You should also create a new pool, called 'google api pool', containing the one node 'api.google.com:80'.

Step 1 - Create the virtual server

Create an HTTP virtual server load-balancing traffic onto www.zeus.com, port 80.

Create virtual server

Traffic to this virtual server returns a '400 Bad Request' error because the machines running the zeus.com website host several other websites as well, and they do not recognize the host header (which indicates web site the client wants).

400 Bad Request

This is because of our unusual 'forward proxy' configuration.
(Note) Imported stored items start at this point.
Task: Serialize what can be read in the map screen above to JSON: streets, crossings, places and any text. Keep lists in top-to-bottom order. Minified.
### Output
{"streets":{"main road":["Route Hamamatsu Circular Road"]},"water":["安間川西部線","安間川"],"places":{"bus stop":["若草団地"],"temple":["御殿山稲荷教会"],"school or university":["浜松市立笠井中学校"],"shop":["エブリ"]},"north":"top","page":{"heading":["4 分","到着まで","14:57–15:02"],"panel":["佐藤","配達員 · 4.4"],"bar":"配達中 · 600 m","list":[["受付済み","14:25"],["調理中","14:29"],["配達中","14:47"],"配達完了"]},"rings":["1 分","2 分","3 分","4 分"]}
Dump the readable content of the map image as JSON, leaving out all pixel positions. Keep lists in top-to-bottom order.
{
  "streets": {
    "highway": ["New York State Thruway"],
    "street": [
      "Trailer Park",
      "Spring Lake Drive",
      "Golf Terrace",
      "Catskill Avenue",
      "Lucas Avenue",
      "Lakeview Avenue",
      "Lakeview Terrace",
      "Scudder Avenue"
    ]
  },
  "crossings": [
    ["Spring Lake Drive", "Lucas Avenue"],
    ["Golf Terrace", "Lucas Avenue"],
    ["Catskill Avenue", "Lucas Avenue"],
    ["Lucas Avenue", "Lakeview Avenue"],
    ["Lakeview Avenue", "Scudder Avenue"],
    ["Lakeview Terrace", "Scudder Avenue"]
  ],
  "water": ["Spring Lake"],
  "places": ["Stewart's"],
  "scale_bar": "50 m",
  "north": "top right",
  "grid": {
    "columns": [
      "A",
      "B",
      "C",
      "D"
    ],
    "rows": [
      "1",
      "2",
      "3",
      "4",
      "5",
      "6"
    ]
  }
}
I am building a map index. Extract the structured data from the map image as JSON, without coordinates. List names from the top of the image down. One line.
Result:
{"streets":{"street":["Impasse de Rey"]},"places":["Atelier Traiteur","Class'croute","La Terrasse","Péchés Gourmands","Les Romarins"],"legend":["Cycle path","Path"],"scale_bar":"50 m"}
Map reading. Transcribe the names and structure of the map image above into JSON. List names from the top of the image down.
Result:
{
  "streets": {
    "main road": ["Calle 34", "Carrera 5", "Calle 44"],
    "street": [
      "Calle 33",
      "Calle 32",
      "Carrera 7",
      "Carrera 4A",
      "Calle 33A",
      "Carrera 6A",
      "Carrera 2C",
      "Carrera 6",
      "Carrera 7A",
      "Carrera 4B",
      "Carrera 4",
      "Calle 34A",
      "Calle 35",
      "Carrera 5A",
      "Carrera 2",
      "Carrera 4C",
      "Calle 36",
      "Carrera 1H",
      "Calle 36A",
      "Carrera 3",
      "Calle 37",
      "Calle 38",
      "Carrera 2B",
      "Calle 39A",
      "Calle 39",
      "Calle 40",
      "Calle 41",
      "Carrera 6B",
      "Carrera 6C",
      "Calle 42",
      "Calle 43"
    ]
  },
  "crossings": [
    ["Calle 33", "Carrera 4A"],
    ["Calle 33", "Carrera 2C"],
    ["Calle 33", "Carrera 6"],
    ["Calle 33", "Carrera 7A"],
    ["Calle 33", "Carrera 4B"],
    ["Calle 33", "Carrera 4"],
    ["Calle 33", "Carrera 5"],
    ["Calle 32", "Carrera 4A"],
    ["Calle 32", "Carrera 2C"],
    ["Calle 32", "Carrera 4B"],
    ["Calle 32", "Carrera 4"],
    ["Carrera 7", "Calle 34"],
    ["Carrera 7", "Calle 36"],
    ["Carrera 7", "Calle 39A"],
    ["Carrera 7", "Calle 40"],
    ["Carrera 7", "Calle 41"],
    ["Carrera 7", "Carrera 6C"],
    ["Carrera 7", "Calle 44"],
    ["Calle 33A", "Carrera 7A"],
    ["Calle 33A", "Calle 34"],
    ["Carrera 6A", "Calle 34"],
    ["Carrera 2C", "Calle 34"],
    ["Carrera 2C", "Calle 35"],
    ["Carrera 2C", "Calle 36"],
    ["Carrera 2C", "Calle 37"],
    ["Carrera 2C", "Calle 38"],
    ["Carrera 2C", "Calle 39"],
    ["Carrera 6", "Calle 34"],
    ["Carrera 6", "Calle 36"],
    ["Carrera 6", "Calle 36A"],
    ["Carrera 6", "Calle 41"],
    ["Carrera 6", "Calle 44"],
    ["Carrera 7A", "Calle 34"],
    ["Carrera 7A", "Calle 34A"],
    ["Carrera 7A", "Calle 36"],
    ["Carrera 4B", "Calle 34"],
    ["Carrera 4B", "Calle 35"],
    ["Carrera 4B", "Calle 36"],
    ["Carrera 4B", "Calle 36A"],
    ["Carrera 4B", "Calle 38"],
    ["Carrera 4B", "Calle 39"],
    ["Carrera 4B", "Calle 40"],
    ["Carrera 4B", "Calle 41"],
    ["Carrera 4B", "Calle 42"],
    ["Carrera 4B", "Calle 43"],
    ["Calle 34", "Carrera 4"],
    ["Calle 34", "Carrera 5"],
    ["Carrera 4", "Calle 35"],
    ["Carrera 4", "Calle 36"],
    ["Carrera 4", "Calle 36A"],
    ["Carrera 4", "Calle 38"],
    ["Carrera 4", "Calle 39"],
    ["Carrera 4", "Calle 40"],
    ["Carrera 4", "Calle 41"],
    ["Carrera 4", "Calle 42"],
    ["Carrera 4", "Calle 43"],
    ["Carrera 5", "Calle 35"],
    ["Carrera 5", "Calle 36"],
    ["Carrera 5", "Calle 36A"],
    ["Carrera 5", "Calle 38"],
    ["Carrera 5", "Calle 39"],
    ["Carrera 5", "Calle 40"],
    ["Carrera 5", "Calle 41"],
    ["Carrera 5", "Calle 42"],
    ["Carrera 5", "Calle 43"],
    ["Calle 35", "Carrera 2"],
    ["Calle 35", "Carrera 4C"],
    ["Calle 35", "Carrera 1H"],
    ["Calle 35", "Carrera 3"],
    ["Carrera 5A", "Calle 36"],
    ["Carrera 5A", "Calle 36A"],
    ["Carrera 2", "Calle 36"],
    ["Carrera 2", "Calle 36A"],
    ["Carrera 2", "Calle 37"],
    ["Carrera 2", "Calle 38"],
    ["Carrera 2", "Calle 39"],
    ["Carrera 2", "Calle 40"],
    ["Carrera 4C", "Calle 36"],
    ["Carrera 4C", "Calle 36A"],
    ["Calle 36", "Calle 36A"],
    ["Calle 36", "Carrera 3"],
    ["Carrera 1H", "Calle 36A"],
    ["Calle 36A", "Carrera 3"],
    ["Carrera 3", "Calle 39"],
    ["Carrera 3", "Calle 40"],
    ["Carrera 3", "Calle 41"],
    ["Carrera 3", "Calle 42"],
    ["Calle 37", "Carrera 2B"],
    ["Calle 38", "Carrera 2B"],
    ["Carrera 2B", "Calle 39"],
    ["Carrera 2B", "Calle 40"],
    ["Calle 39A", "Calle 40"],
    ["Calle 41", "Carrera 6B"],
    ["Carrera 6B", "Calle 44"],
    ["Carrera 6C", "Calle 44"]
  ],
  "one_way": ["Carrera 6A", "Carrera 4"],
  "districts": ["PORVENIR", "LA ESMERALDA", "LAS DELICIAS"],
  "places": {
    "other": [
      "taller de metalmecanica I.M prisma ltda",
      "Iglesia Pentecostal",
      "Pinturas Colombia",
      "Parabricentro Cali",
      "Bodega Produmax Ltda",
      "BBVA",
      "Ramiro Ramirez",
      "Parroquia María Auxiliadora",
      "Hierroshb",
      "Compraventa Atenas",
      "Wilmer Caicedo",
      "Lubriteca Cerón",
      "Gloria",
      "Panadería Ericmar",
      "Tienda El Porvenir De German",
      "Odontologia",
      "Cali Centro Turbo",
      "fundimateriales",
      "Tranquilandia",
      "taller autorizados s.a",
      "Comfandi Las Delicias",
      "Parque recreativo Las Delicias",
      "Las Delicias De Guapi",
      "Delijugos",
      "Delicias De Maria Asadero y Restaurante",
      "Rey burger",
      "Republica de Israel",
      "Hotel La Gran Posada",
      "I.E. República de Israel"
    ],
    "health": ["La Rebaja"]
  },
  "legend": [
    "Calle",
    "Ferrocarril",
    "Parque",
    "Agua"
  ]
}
Step 2 - Sort out the 'forward proxy' configuration

ZXTM is typically deployed as a 'reverse proxy' (i.e., right in front of the servers), and listens for traffic on behalf of the servers. In this case, we can't update the DNS for www.zeus.com to point to our test ZXTM machine, so it's necessary to rewrite requests and responses as follows:

  • Add the Set Hostheader rule as a request rule:
    http.setheader( "Host", "www.zeus.com" );
  • Add the Rewrite response links rule as a response rule:

    if( http.getResponseHeader( "Content-Type" ) != "text/html" ) break;
    $response = http.getResponseBody();
    $response = string.regexsub( $response, "\"http://www.zeus.com/", "\"/", "g" );
    http.setResponseBody( $response );

You can now browse the site through ZXTM. ZXTM will load-balance requests across the two back-end servers, and you can even use the search application through ZXTM:

searches on www.zeus.com

Step 3 - Send searches to google

Now, add the Intercept search request rule as a request rule.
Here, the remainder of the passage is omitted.